Gebruik van het partogram om de progressie van de ontsluitingsfase te beoordelen staat ter discussie. Het WHO partogram zoals we dat kennen, met een ‘actielijn’ en een ‘alertlijn’, is gebaseerd op onderzoek uit de jaren 50 van de vorige eeuw en gaat uit van lineaire progressie van 1 cm per uur in de actieve fase. Onderzoek van Zhang e.a. uit 2010 laat een ander patroon zien, waarbij de ontsluiting langzamer vordert, vooral tot 6 cm ontsluiting.

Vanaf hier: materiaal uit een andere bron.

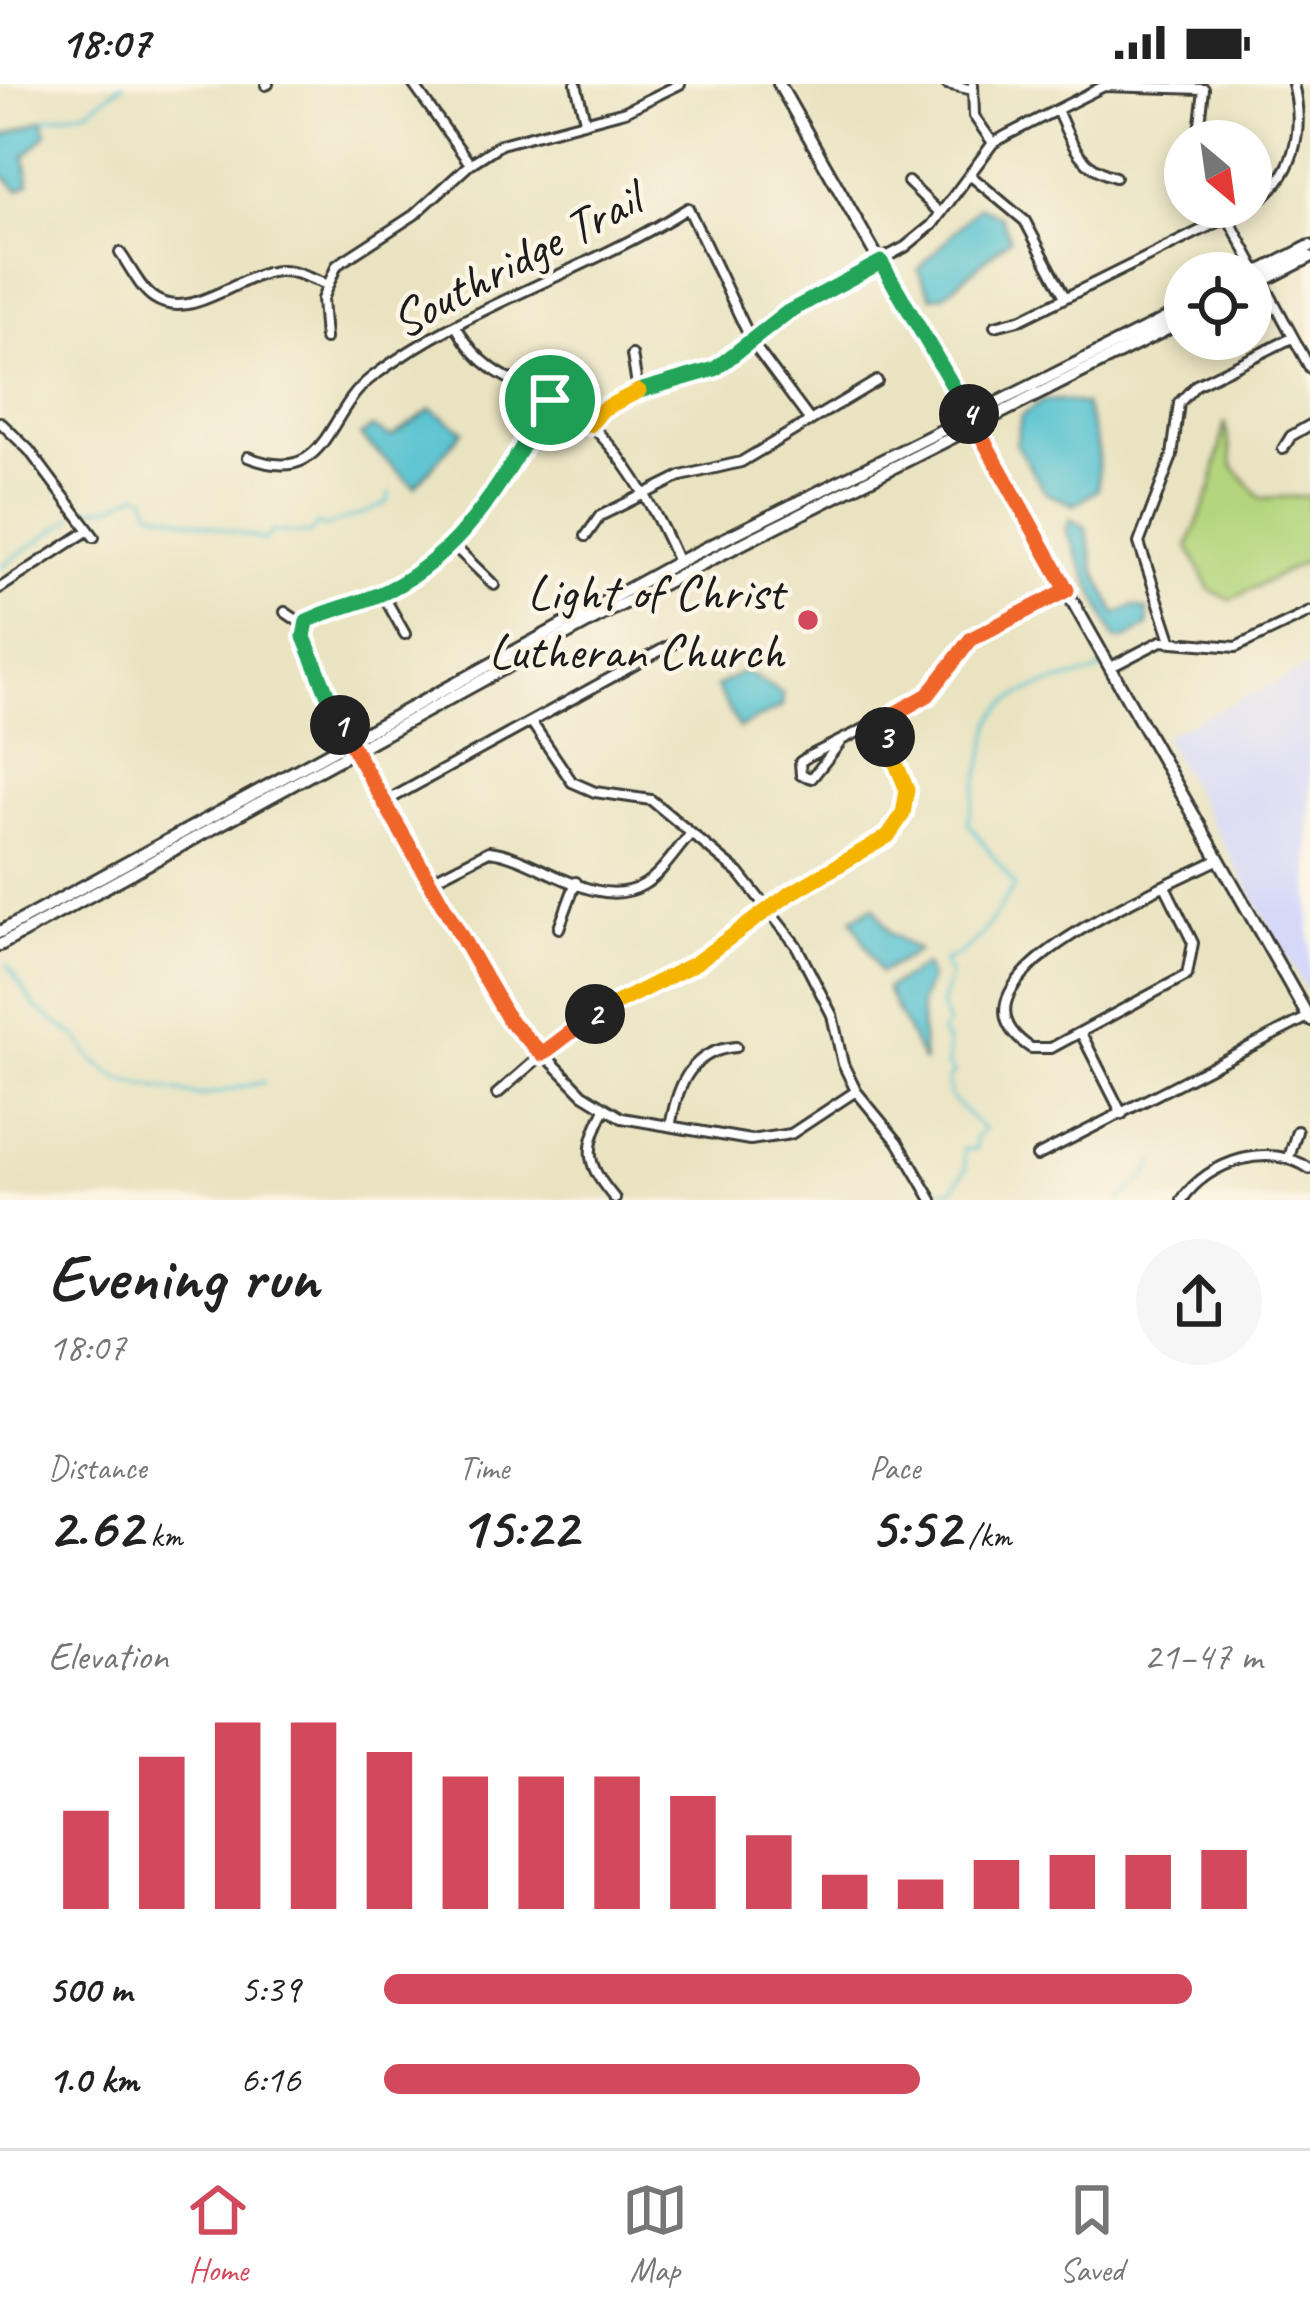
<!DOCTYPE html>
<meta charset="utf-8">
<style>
:root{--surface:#fff;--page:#f6f6f6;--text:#222;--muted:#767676;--line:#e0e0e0;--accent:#d1495b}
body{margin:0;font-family:Caveat,sans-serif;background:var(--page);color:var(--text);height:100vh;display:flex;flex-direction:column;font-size:45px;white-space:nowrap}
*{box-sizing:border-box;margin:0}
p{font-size:39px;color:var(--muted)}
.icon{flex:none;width:66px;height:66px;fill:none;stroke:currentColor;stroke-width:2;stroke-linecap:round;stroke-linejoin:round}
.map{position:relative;height:1116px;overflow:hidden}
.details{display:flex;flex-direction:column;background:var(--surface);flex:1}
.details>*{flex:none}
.needle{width:78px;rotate:151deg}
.controls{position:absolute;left:1164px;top:36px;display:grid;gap:24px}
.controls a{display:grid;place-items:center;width:108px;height:108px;border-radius:50%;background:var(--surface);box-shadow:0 6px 18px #0003;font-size:60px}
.pin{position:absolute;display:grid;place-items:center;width:102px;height:102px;color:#fff;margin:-51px;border:6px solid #fff;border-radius:50%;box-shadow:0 3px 12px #0007}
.km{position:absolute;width:60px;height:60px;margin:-30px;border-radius:50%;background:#222;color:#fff;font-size:33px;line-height:60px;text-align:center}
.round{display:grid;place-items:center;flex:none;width:126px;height:126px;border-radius:63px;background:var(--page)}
.head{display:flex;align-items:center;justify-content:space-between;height:204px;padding:0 48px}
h1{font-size:66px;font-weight:700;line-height:90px}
.metrics{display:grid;grid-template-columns:repeat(3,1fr);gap:18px;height:204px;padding:12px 48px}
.metrics div{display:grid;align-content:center}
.metrics b{font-size:60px;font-weight:700}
.metrics small{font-size:33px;font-weight:400}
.metrics p{font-size:33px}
.chart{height:336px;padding:24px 48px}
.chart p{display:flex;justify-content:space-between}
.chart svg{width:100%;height:216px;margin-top:12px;stroke:var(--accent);stroke-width:6}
ul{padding:0 48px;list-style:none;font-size:39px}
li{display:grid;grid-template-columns:192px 144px 1fr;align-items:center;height:90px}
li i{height:30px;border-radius:15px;background:var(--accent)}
.status{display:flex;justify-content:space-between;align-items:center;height:84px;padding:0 60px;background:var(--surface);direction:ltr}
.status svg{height:33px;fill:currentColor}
.menu{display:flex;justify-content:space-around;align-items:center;height:168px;border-top:3px solid var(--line);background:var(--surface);font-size:33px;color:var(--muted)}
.menu a{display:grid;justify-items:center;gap:6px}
.menu .selected{color:var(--accent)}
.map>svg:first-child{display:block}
</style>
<div class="status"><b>18:07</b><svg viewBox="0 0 49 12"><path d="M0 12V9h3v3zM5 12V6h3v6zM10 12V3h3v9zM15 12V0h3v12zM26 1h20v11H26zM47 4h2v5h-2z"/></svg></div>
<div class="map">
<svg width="1310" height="1116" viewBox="0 0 1310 1116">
<rect width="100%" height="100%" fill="#fcf5e5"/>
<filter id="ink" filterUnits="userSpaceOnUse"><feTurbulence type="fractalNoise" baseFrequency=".00833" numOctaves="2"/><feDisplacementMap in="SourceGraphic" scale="24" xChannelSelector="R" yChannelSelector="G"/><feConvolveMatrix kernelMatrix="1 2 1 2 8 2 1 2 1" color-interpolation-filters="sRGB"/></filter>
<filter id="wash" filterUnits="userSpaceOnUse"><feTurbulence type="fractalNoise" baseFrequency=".004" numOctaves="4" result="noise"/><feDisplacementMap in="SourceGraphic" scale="48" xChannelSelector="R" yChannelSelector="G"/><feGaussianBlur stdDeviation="2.7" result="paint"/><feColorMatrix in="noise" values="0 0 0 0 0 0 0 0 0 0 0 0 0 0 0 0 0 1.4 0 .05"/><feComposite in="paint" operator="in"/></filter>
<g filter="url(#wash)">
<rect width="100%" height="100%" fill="#e9e3c1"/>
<path fill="#d5d8f9" d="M1310 582V913L1163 652Z"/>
<path fill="#b4d57d" stroke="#68784c" stroke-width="3" d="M1225 338 1233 382 1260 414 1310 412V475L1230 516 1210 506 1188 462 1212 402Z"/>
<path fill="#56c2d0" stroke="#396f76" stroke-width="3" d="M44 35 46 51 25 72 29 100 19 106 0 87V53Z
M979 122 1000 132 1010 154 944 211 932 213 918 186Z
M1060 316 1085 321 1098 365V405L1075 421 1046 409 1016 361 1021 332 1043 317Z
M431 325 463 346 415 403 360 352 372 343 391 353Z
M1070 435 1086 443 1094 484 1116 530 1134 522 1147 526 1148 542 1124 556 1115 555 1066 447Z
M744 587 783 610 782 623 739 644 716 603Z
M874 822 890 849 918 867 880 889 852 835Z
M925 881 930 894 920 919 924 979 886 905Z"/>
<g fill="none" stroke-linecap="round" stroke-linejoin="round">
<path stroke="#56c2d0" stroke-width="3" d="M44 35 88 26 123 0
M83 426 113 422 138 409 147 413 151 426 265 456 272 447 309 450 318 440 324 444C348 433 366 431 388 418L389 409
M0 483 74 433
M7 881 36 924 77 953 93 976 120 996 201 1012 264 998
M939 1106 953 1105 966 1084 963 1065H976V1052L984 1046 950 1013 948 996 954 988 948 984V959L941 949 948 941 941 922 950 891 943 877C979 868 996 827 1015 802L968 738 992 638C1008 603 1064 598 1097 588L1102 582
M1120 1116 1146 1093 1154 1078"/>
</g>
</g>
<g filter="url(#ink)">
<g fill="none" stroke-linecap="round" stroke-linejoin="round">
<g stroke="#3b3a35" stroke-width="14">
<path id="street" d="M413 0 470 80
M576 0 585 36
M947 0 973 6
M973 0 974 32 993 59
M266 1 268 0
M1057 26C1072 59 1077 82 1115 93
M1198 57 1204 5
M971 92 1025 137 1065 213
M908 98 940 129
M1251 121C1295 95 1305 47 1293 0
M1222 123 1310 284
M120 169C130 182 140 205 154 214 191 239 240 189 279 187 294 186 311 195 325 200
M995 242 1022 235 1248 123
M457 244C492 307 545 299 592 343 629 377 658 432 678 478
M325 255 322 215 337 181 414 131 470 80 501 60 625 27 680 0
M632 271 638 307
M0 338 29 366 94 453
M590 341 603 325 638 307 724 280 807 215 905 163 932 141 993 59 1007 51 1104 2 1204 5
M1283 365 1291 352 1310 341
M248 373C329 405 325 329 371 294 464 222 589 187 688 124L753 260 808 334
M586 452 600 432 681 392 741 378 877 297
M453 461 494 501
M0 504 89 446
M382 509 405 550
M285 528 304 541
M304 541 319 595 356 673 501 926 583 1010 622 1034 750 1056 791 1050 856 1007
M304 541C326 519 370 516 398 501 472 458 508 387 550 316
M1171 556 1139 459 1172 372 1179 319 1196 301 1292 254
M1111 583 1161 557 1236 563 1310 528
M532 639 572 698 595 708 651 716 739 789 796 861 832 931 843 980 856 1007 898 1058 932 1116
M843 655 812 694 801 691 800 678 809 672 921 617 971 555 1066 507
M383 719 674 559
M428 798 489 767C537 772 595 829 643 801 661 791 675 767 689 752
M1166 804 1193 859 1187 891 1051 964H1031C925 896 1176 799 1219 775
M559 844 576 798
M1081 949 1122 1030
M497 1010 577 940 694 880 788 811 888 752 903 730 907 706 878 639
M604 1027C583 1068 587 1081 615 1115
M671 1038C678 1000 692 966 736 963
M1037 1072 1308 933
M1289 1074 1297 1047
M1182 1116C1208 1077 1270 1057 1310 1085"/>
</g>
<g stroke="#3b3a35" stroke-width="16">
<path id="secondary" d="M779 0 1310 936
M1251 192 1310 162
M1251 203 1310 173
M0 848 678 478 1185 225
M0 861 611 526 1185 236"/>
</g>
<use href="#street" stroke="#fff" stroke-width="8"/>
<use href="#secondary" stroke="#fff" stroke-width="10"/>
</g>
</g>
<g fill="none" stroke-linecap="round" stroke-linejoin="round" filter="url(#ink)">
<g stroke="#fff" stroke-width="24">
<path id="split-1" d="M340 641 304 553 307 537C332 524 361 520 387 507 467 467 506 390 550 316"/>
</g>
<g stroke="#fff" stroke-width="24">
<path id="split-2" d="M340 641 509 936 542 970 595 930"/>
</g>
<g stroke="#fff" stroke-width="24">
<path id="split-3" d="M595 930 694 880 788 811 888 752 903 730 907 706 885 653"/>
</g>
<g stroke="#fff" stroke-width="24">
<path id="split-4" d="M885 653 878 639 928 611 971 555 1067 506 969 330"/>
</g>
<g stroke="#fff" stroke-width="24">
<path id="split-5" d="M639 307 715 285 788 228 881 178 969 330"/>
</g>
<g stroke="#fff" stroke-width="24">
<path id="split-6" d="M550 316 590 341 603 325 639 307"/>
</g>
<use href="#split-1" stroke="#22a559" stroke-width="15"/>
<use href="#split-2" stroke="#f0652b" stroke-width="15"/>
<use href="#split-3" stroke="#f5b400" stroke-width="15"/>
<use href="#split-4" stroke="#f0652b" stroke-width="15"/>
<use href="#split-5" stroke="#22a559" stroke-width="15"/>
<use href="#split-6" stroke="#f5b400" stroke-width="15"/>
</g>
<circle fill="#d1495b" stroke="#fcf5e5" stroke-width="4.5" cx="808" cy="536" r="12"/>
<g text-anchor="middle" stroke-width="9" stroke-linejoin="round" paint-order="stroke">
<g font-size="51" fill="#1c1c1c" stroke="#fcf5e5">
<text transform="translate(515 175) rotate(-28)" y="18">Southridge Trail</text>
</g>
<g font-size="51" fill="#1c1c1c" stroke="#fcf5e5" text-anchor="end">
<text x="784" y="525">Light of Christ<tspan x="784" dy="59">Lutheran Church</tspan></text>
</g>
</g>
</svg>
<div class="controls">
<a><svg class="needle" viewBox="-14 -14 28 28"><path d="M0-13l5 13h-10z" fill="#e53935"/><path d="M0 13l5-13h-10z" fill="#767676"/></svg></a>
<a><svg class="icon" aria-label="locate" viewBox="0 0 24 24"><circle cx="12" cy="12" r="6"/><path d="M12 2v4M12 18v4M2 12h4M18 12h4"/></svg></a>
</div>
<div class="pin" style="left:550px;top:316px;background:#1e9e55"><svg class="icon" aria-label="arrive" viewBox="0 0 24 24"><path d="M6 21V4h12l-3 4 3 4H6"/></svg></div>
<b class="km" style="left:340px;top:641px">1</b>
<b class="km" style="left:595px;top:930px">2</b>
<b class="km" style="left:885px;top:653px">3</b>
<b class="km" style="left:969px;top:330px">4</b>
</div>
<section class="details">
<div class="head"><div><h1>Evening run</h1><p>18:07</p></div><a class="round"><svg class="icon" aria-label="share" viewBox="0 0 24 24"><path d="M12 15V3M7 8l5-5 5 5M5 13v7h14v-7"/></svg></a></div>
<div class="metrics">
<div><p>Distance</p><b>2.62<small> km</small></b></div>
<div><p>Time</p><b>15:22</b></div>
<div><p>Pace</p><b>5:52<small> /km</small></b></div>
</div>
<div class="chart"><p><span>Elevation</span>21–47 m</p>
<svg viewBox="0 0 160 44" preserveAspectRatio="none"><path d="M5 44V24M15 44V13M25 44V6M35 44V6M45 44V12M55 44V17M65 44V17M75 44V17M85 44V21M95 44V29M105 44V37M115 44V38M125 44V34M135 44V33M145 44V33M155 44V32"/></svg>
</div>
<ul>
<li><b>500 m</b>5:39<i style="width:92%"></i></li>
<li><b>1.0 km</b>6:16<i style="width:61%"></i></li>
</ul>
</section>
<nav class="menu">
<a class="selected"><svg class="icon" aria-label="home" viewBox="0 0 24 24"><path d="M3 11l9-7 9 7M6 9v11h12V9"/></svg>Home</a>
<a><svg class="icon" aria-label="map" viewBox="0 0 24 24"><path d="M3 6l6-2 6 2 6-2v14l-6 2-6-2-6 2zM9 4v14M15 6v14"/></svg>Map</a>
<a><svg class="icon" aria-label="saved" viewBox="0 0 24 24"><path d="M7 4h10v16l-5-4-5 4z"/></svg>Saved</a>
</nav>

Noorse onderzoekers vergeleken het gebruik van het WHO partogram en Zhang’s richtlijn in een cluster gerandomiseerde trial, met als primaire uitkomstmaat het percentage sectio’s. Tussen december 2014 en februari 2017 werden veertien obstetrische afdelingen random ingedeeld in een controlegroep (WHO-groep) en een interventiegroep (Zhang-groep). Dit resulteerde in een onderzoeksgroep van n= 7277 a terme nulliparae met een kind in hoofdligging, die spontaan in partu kwamen. n=3972 (54.6%) van deze vrouwen werd ingedeeld in de interventiegroep en n=3305 (45.4%) in de controlegroep.

Voorafgaand aan de trial was het percentage intrapartum sectio’s in de Zhang-groep 9.3% en in de WHO-groep 9.5%, tijdens de trial respectievelijk 6.8% en 5.9%. Het gevonden verschil in intrapartum sectio’s bleek niet significant: RR 1.17 (95%CI 0.98-1.40; p=0.08). De indicatie ‘niet vorderende ontsluiting’ leidde, bij een ontsluiting van minder dan 6 cm, in de WHO-groep vaker tot een sectio dan in de Zhang groep.

Het viel de onderzoekers op dat in beide groepen het intrapartum sectiopercentage daalde tijdens de onderzoeksperiode. Zij nemen aan dat dit een gevolg is van meer aandacht voor het verloop van de baring, als gevolg van de focus van het onderzoek (het zogenaamde ‘Hawthorn effect’). Zij gaan een stap verder en stellen dat meer aandacht voor het verloop van de baring mogelijk meer invloed heeft op het terugdringen van sectio percentages, dan het gebruik van de richtlijnen an sich.